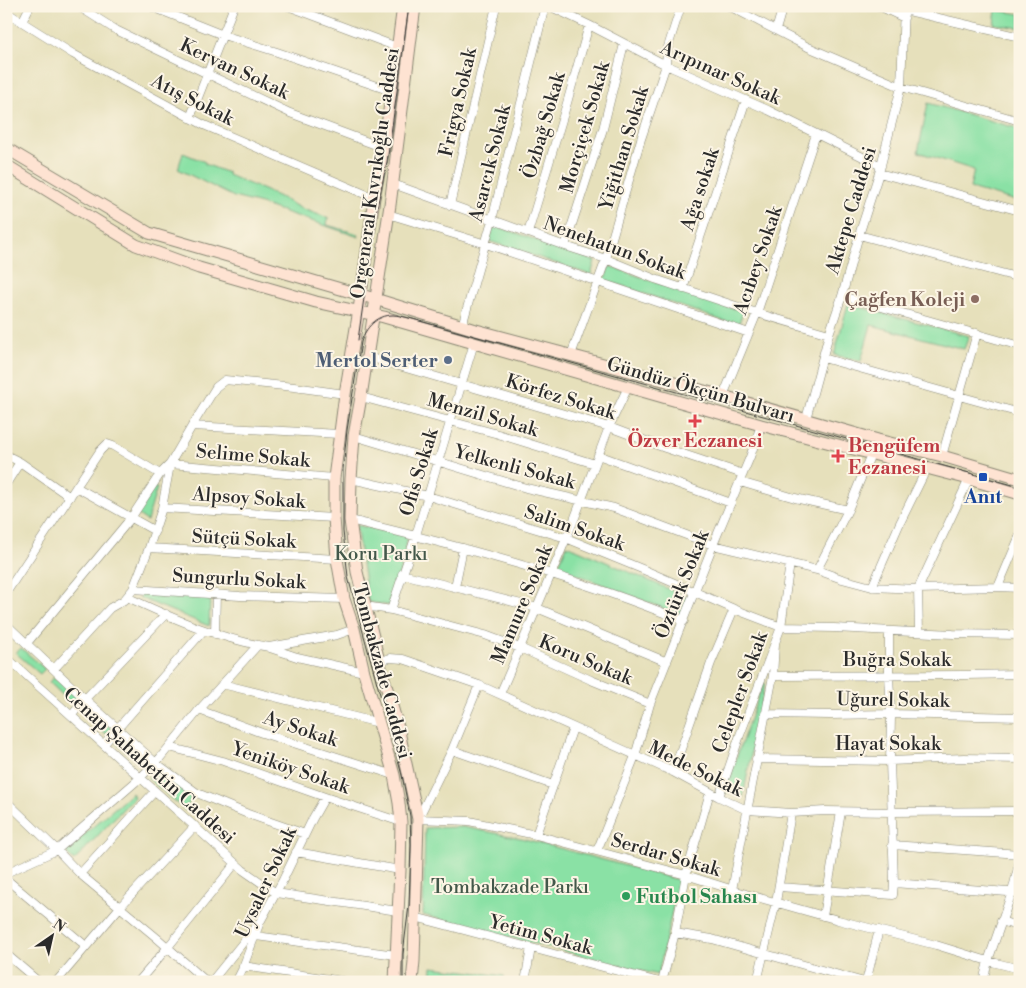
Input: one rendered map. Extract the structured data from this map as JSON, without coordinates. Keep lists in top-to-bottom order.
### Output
{
  "streets": {
    "street": [
      "Kervan Sokak",
      "Arıpınar Sokak",
      "Atış Sokak",
      "Frigya Sokak",
      "Özbağ Sokak",
      "Morçiçek Sokak",
      "Yiğithan Sokak",
      "Asarcık Sokak",
      "Orgeneral Kıvrıkoğlu Caddesi",
      "Ağa sokak",
      "Aktepe Caddesi",
      "Nenehatun Sokak",
      "Acıbey Sokak",
      "Gündüz Ökçün Bulvarı",
      "Körfez Sokak",
      "Menzil Sokak",
      "Selime Sokak",
      "Yelkenli Sokak",
      "Ofis Sokak",
      "Alpsoy Sokak",
      "Salim Sokak",
      "Sütçü Sokak",
      "Sungurlu Sokak",
      "Öztürk Sokak",
      "Mamure Sokak",
      "Koru Sokak",
      "Buğra Sokak",
      "Tombakzade Caddesi",
      "Celepler Sokak",
      "Uğurel Sokak",
      "Ay Sokak",
      "Hayat Sokak",
      "Cenap Şahabettin Caddesi",
      "Yeniköy Sokak",
      "Mede Sokak",
      "Serdar Sokak",
      "Uysaler Sokak",
      "Yetim Sokak"
    ]
  },
  "crossings": [
    ["Kervan Sokak", "Tombakzade Caddesi"],
    ["Arıpınar Sokak", "Özbağ Sokak"],
    ["Arıpınar Sokak", "Morçiçek Sokak"],
    ["Arıpınar Sokak", "Yiğithan Sokak"],
    ["Arıpınar Sokak", "Asarcık Sokak"],
    ["Arıpınar Sokak", "Ağa sokak"],
    ["Arıpınar Sokak", "Aktepe Caddesi"],
    ["Arıpınar Sokak", "Acıbey Sokak"],
    ["Atış Sokak", "Tombakzade Caddesi"],
    ["Frigya Sokak", "Nenehatun Sokak"],
    ["Özbağ Sokak", "Nenehatun Sokak"],
    ["Morçiçek Sokak", "Nenehatun Sokak"],
    ["Yiğithan Sokak", "Nenehatun Sokak"],
    ["Yiğithan Sokak", "Gündüz Ökçün Bulvarı"],
    ["Asarcık Sokak", "Nenehatun Sokak"],
    ["Asarcık Sokak", "Gündüz Ökçün Bulvarı"],
    ["Orgeneral Kıvrıkoğlu Caddesi", "Nenehatun Sokak"],
    ["Orgeneral Kıvrıkoğlu Caddesi", "Gündüz Ökçün Bulvarı"],
    ["Orgeneral Kıvrıkoğlu Caddesi", "Körfez Sokak"],
    ["Orgeneral Kıvrıkoğlu Caddesi", "Tombakzade Caddesi"],
    ["Ağa sokak", "Nenehatun Sokak"],
    ["Aktepe Caddesi", "Nenehatun Sokak"],
    ["Aktepe Caddesi", "Gündüz Ökçün Bulvarı"],
    ["Nenehatun Sokak", "Acıbey Sokak"],
    ["Acıbey Sokak", "Gündüz Ökçün Bulvarı"],
    ["Gündüz Ökçün Bulvarı", "Ofis Sokak"],
    ["Gündüz Ökçün Bulvarı", "Öztürk Sokak"],
    ["Gündüz Ökçün Bulvarı", "Mamure Sokak"],
    ["Gündüz Ökçün Bulvarı", "Tombakzade Caddesi"],
    ["Körfez Sokak", "Ofis Sokak"],
    ["Körfez Sokak", "Öztürk Sokak"],
    ["Körfez Sokak", "Mamure Sokak"],
    ["Körfez Sokak", "Tombakzade Caddesi"],
    ["Menzil Sokak", "Ofis Sokak"],
    ["Menzil Sokak", "Mamure Sokak"],
    ["Menzil Sokak", "Tombakzade Caddesi"],
    ["Selime Sokak", "Tombakzade Caddesi"],
    ["Yelkenli Sokak", "Ofis Sokak"],
    ["Yelkenli Sokak", "Öztürk Sokak"],
    ["Yelkenli Sokak", "Mamure Sokak"],
    ["Yelkenli Sokak", "Tombakzade Caddesi"],
    ["Yelkenli Sokak", "Celepler Sokak"],
    ["Ofis Sokak", "Salim Sokak"],
    ["Ofis Sokak", "Koru Sokak"],
    ["Alpsoy Sokak", "Tombakzade Caddesi"],
    ["Salim Sokak", "Öztürk Sokak"],
    ["Salim Sokak", "Mamure Sokak"],
    ["Salim Sokak", "Tombakzade Caddesi"],
    ["Salim Sokak", "Celepler Sokak"],
    ["Sütçü Sokak", "Tombakzade Caddesi"],
    ["Sungurlu Sokak", "Tombakzade Caddesi"],
    ["Öztürk Sokak", "Koru Sokak"],
    ["Öztürk Sokak", "Mede Sokak"],
    ["Öztürk Sokak", "Serdar Sokak"],
    ["Mamure Sokak", "Koru Sokak"],
    ["Mamure Sokak", "Mede Sokak"],
    ["Koru Sokak", "Tombakzade Caddesi"],
    ["Tombakzade Caddesi", "Ay Sokak"],
    ["Tombakzade Caddesi", "Yeniköy Sokak"],
    ["Tombakzade Caddesi", "Mede Sokak"],
    ["Tombakzade Caddesi", "Serdar Sokak"],
    ["Tombakzade Caddesi", "Yetim Sokak"],
    ["Celepler Sokak", "Mede Sokak"],
    ["Cenap Şahabettin Caddesi", "Uysaler Sokak"],
    ["Yeniköy Sokak", "Uysaler Sokak"]
  ],
  "parks": ["Koru Parkı", "Tombakzade Parkı"],
  "places": {
    "other": ["Çağfen Koleji", "Mertol Serter", "Futbol Sahası"],
    "health": ["Özver Eczanesi", "Bengüfem Eczanesi"],
    "transit": ["Anıt"]
  },
  "north": "top right"
}
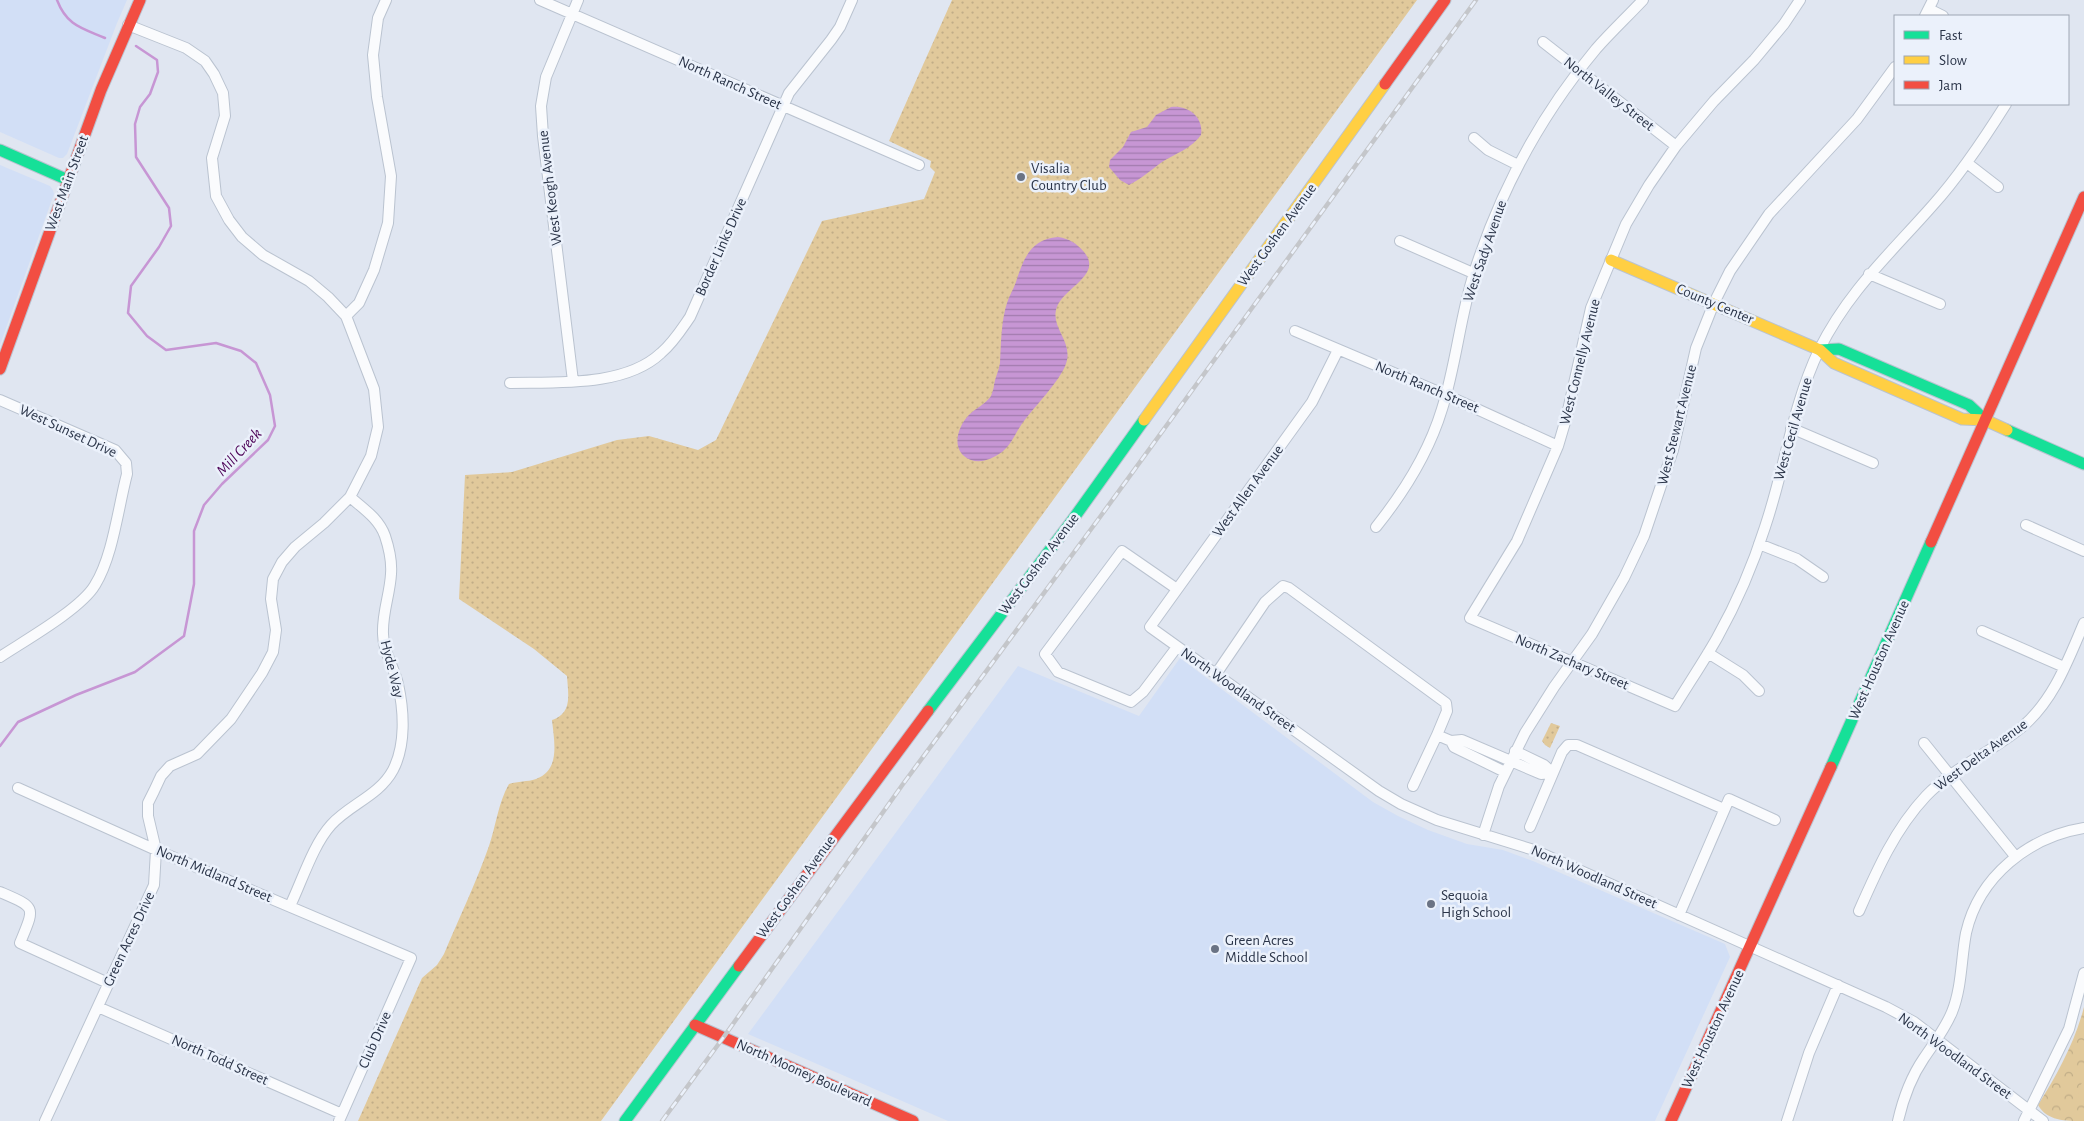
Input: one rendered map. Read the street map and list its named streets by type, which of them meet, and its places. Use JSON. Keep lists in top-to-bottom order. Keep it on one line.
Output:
{"streets":{"main road":["West Main Street","West Goshen Avenue","County Center","West Houston Avenue","North Mooney Boulevard"],"street":["North Ranch Street","North Valley Street","West Keogh Avenue","Border Links Drive","West Sady Avenue","West Connelly Avenue","West Stewart Avenue","West Cecil Avenue","West Sunset Drive","West Allen Avenue","North Zachary Street","Hyde Way","North Woodland Street","West Delta Avenue","North Midland Street","Green Acres Drive","Club Drive","North Todd Street"]},"crossings":[["North Ranch Street","West Keogh Avenue"],["North Ranch Street","Border Links Drive"],["North Ranch Street","West Sady Avenue"],["North Ranch Street","West Connelly Avenue"],["North Ranch Street","West Allen Avenue"],["North Valley Street","West Sady Avenue"],["North Valley Street","West Connelly Avenue"],["West Main Street","Green Acres Drive"],["West Keogh Avenue","Border Links Drive"],["West Goshen Avenue","North Mooney Boulevard"],["County Center","West Connelly Avenue"],["County Center","West Stewart Avenue"],["County Center","West Cecil Avenue"],["County Center","West Houston Avenue"],["West Connelly Avenue","North Zachary Street"],["West Stewart Avenue","North Zachary Street"],["West Stewart Avenue","North Woodland Street"],["West Cecil Avenue","North Zachary Street"],["West Allen Avenue","North Woodland Street"],["West Houston Avenue","North Woodland Street"],["Hyde Way","North Midland Street"],["Hyde Way","Green Acres Drive"],["North Midland Street","Green Acres Drive"],["North Midland Street","Club Drive"],["Green Acres Drive","North Todd Street"],["Club Drive","North Todd Street"]],"water":["Mill Creek"],"places":["Visalia Country Club","Sequoia High School","Green Acres Middle School"],"legend":["Fast","Slow","Jam"]}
==================================================
# Task details
With the pictures removed, please retype each record exactly.

# Exercise result
Input: one rendered map. Extract the structured data from this map as JSON, without coordinates. Keep lists in top-to-bottom order.
### Output
{
  "streets": {
    "street": [
      "Kervan Sokak",
      "Arıpınar Sokak",
      "Atış Sokak",
      "Frigya Sokak",
      "Özbağ Sokak",
      "Morçiçek Sokak",
      "Yiğithan Sokak",
      "Asarcık Sokak",
      "Orgeneral Kıvrıkoğlu Caddesi",
      "Ağa sokak",
      "Aktepe Caddesi",
      "Nenehatun Sokak",
      "Acıbey Sokak",
      "Gündüz Ökçün Bulvarı",
      "Körfez Sokak",
      "Menzil Sokak",
      "Selime Sokak",
      "Yelkenli Sokak",
      "Ofis Sokak",
      "Alpsoy Sokak",
      "Salim Sokak",
      "Sütçü Sokak",
      "Sungurlu Sokak",
      "Öztürk Sokak",
      "Mamure Sokak",
      "Koru Sokak",
      "Buğra Sokak",
      "Tombakzade Caddesi",
      "Celepler Sokak",
      "Uğurel Sokak",
      "Ay Sokak",
      "Hayat Sokak",
      "Cenap Şahabettin Caddesi",
      "Yeniköy Sokak",
      "Mede Sokak",
      "Serdar Sokak",
      "Uysaler Sokak",
      "Yetim Sokak"
    ]
  },
  "crossings": [
    ["Kervan Sokak", "Tombakzade Caddesi"],
    ["Arıpınar Sokak", "Özbağ Sokak"],
    ["Arıpınar Sokak", "Morçiçek Sokak"],
    ["Arıpınar Sokak", "Yiğithan Sokak"],
    ["Arıpınar Sokak", "Asarcık Sokak"],
    ["Arıpınar Sokak", "Ağa sokak"],
    ["Arıpınar Sokak", "Aktepe Caddesi"],
    ["Arıpınar Sokak", "Acıbey Sokak"],
    ["Atış Sokak", "Tombakzade Caddesi"],
    ["Frigya Sokak", "Nenehatun Sokak"],
    ["Özbağ Sokak", "Nenehatun Sokak"],
    ["Morçiçek Sokak", "Nenehatun Sokak"],
    ["Yiğithan Sokak", "Nenehatun Sokak"],
    ["Yiğithan Sokak", "Gündüz Ökçün Bulvarı"],
    ["Asarcık Sokak", "Nenehatun Sokak"],
    ["Asarcık Sokak", "Gündüz Ökçün Bulvarı"],
    ["Orgeneral Kıvrıkoğlu Caddesi", "Nenehatun Sokak"],
    ["Orgeneral Kıvrıkoğlu Caddesi", "Gündüz Ökçün Bulvarı"],
    ["Orgeneral Kıvrıkoğlu Caddesi", "Körfez Sokak"],
    ["Orgeneral Kıvrıkoğlu Caddesi", "Tombakzade Caddesi"],
    ["Ağa sokak", "Nenehatun Sokak"],
    ["Aktepe Caddesi", "Nenehatun Sokak"],
    ["Aktepe Caddesi", "Gündüz Ökçün Bulvarı"],
    ["Nenehatun Sokak", "Acıbey Sokak"],
    ["Acıbey Sokak", "Gündüz Ökçün Bulvarı"],
    ["Gündüz Ökçün Bulvarı", "Ofis Sokak"],
    ["Gündüz Ökçün Bulvarı", "Öztürk Sokak"],
    ["Gündüz Ökçün Bulvarı", "Mamure Sokak"],
    ["Gündüz Ökçün Bulvarı", "Tombakzade Caddesi"],
    ["Körfez Sokak", "Ofis Sokak"],
    ["Körfez Sokak", "Öztürk Sokak"],
    ["Körfez Sokak", "Mamure Sokak"],
    ["Körfez Sokak", "Tombakzade Caddesi"],
    ["Menzil Sokak", "Ofis Sokak"],
    ["Menzil Sokak", "Mamure Sokak"],
    ["Menzil Sokak", "Tombakzade Caddesi"],
    ["Selime Sokak", "Tombakzade Caddesi"],
    ["Yelkenli Sokak", "Ofis Sokak"],
    ["Yelkenli Sokak", "Öztürk Sokak"],
    ["Yelkenli Sokak", "Mamure Sokak"],
    ["Yelkenli Sokak", "Tombakzade Caddesi"],
    ["Yelkenli Sokak", "Celepler Sokak"],
    ["Ofis Sokak", "Salim Sokak"],
    ["Ofis Sokak", "Koru Sokak"],
    ["Alpsoy Sokak", "Tombakzade Caddesi"],
    ["Salim Sokak", "Öztürk Sokak"],
    ["Salim Sokak", "Mamure Sokak"],
    ["Salim Sokak", "Tombakzade Caddesi"],
    ["Salim Sokak", "Celepler Sokak"],
    ["Sütçü Sokak", "Tombakzade Caddesi"],
    ["Sungurlu Sokak", "Tombakzade Caddesi"],
    ["Öztürk Sokak", "Koru Sokak"],
    ["Öztürk Sokak", "Mede Sokak"],
    ["Öztürk Sokak", "Serdar Sokak"],
    ["Mamure Sokak", "Koru Sokak"],
    ["Mamure Sokak", "Mede Sokak"],
    ["Koru Sokak", "Tombakzade Caddesi"],
    ["Tombakzade Caddesi", "Ay Sokak"],
    ["Tombakzade Caddesi", "Yeniköy Sokak"],
    ["Tombakzade Caddesi", "Mede Sokak"],
    ["Tombakzade Caddesi", "Serdar Sokak"],
    ["Tombakzade Caddesi", "Yetim Sokak"],
    ["Celepler Sokak", "Mede Sokak"],
    ["Cenap Şahabettin Caddesi", "Uysaler Sokak"],
    ["Yeniköy Sokak", "Uysaler Sokak"]
  ],
  "parks": ["Koru Parkı", "Tombakzade Parkı"],
  "places": {
    "other": ["Çağfen Koleji", "Mertol Serter", "Futbol Sahası"],
    "health": ["Özver Eczanesi", "Bengüfem Eczanesi"],
    "transit": ["Anıt"]
  },
  "north": "top right"
}
Input: one rendered map. Read the street map and list its named streets by type, which of them meet, and its places. Use JSON. Keep lists in top-to-bottom order. Keep it on one line.
Output:
{"streets":{"main road":["West Main Street","West Goshen Avenue","County Center","West Houston Avenue","North Mooney Boulevard"],"street":["North Ranch Street","North Valley Street","West Keogh Avenue","Border Links Drive","West Sady Avenue","West Connelly Avenue","West Stewart Avenue","West Cecil Avenue","West Sunset Drive","West Allen Avenue","North Zachary Street","Hyde Way","North Woodland Street","West Delta Avenue","North Midland Street","Green Acres Drive","Club Drive","North Todd Street"]},"crossings":[["North Ranch Street","West Keogh Avenue"],["North Ranch Street","Border Links Drive"],["North Ranch Street","West Sady Avenue"],["North Ranch Street","West Connelly Avenue"],["North Ranch Street","West Allen Avenue"],["North Valley Street","West Sady Avenue"],["North Valley Street","West Connelly Avenue"],["West Main Street","Green Acres Drive"],["West Keogh Avenue","Border Links Drive"],["West Goshen Avenue","North Mooney Boulevard"],["County Center","West Connelly Avenue"],["County Center","West Stewart Avenue"],["County Center","West Cecil Avenue"],["County Center","West Houston Avenue"],["West Connelly Avenue","North Zachary Street"],["West Stewart Avenue","North Zachary Street"],["West Stewart Avenue","North Woodland Street"],["West Cecil Avenue","North Zachary Street"],["West Allen Avenue","North Woodland Street"],["West Houston Avenue","North Woodland Street"],["Hyde Way","North Midland Street"],["Hyde Way","Green Acres Drive"],["North Midland Street","Green Acres Drive"],["North Midland Street","Club Drive"],["Green Acres Drive","North Todd Street"],["Club Drive","North Todd Street"]],"water":["Mill Creek"],"places":["Visalia Country Club","Sequoia High School","Green Acres Middle School"],"legend":["Fast","Slow","Jam"]}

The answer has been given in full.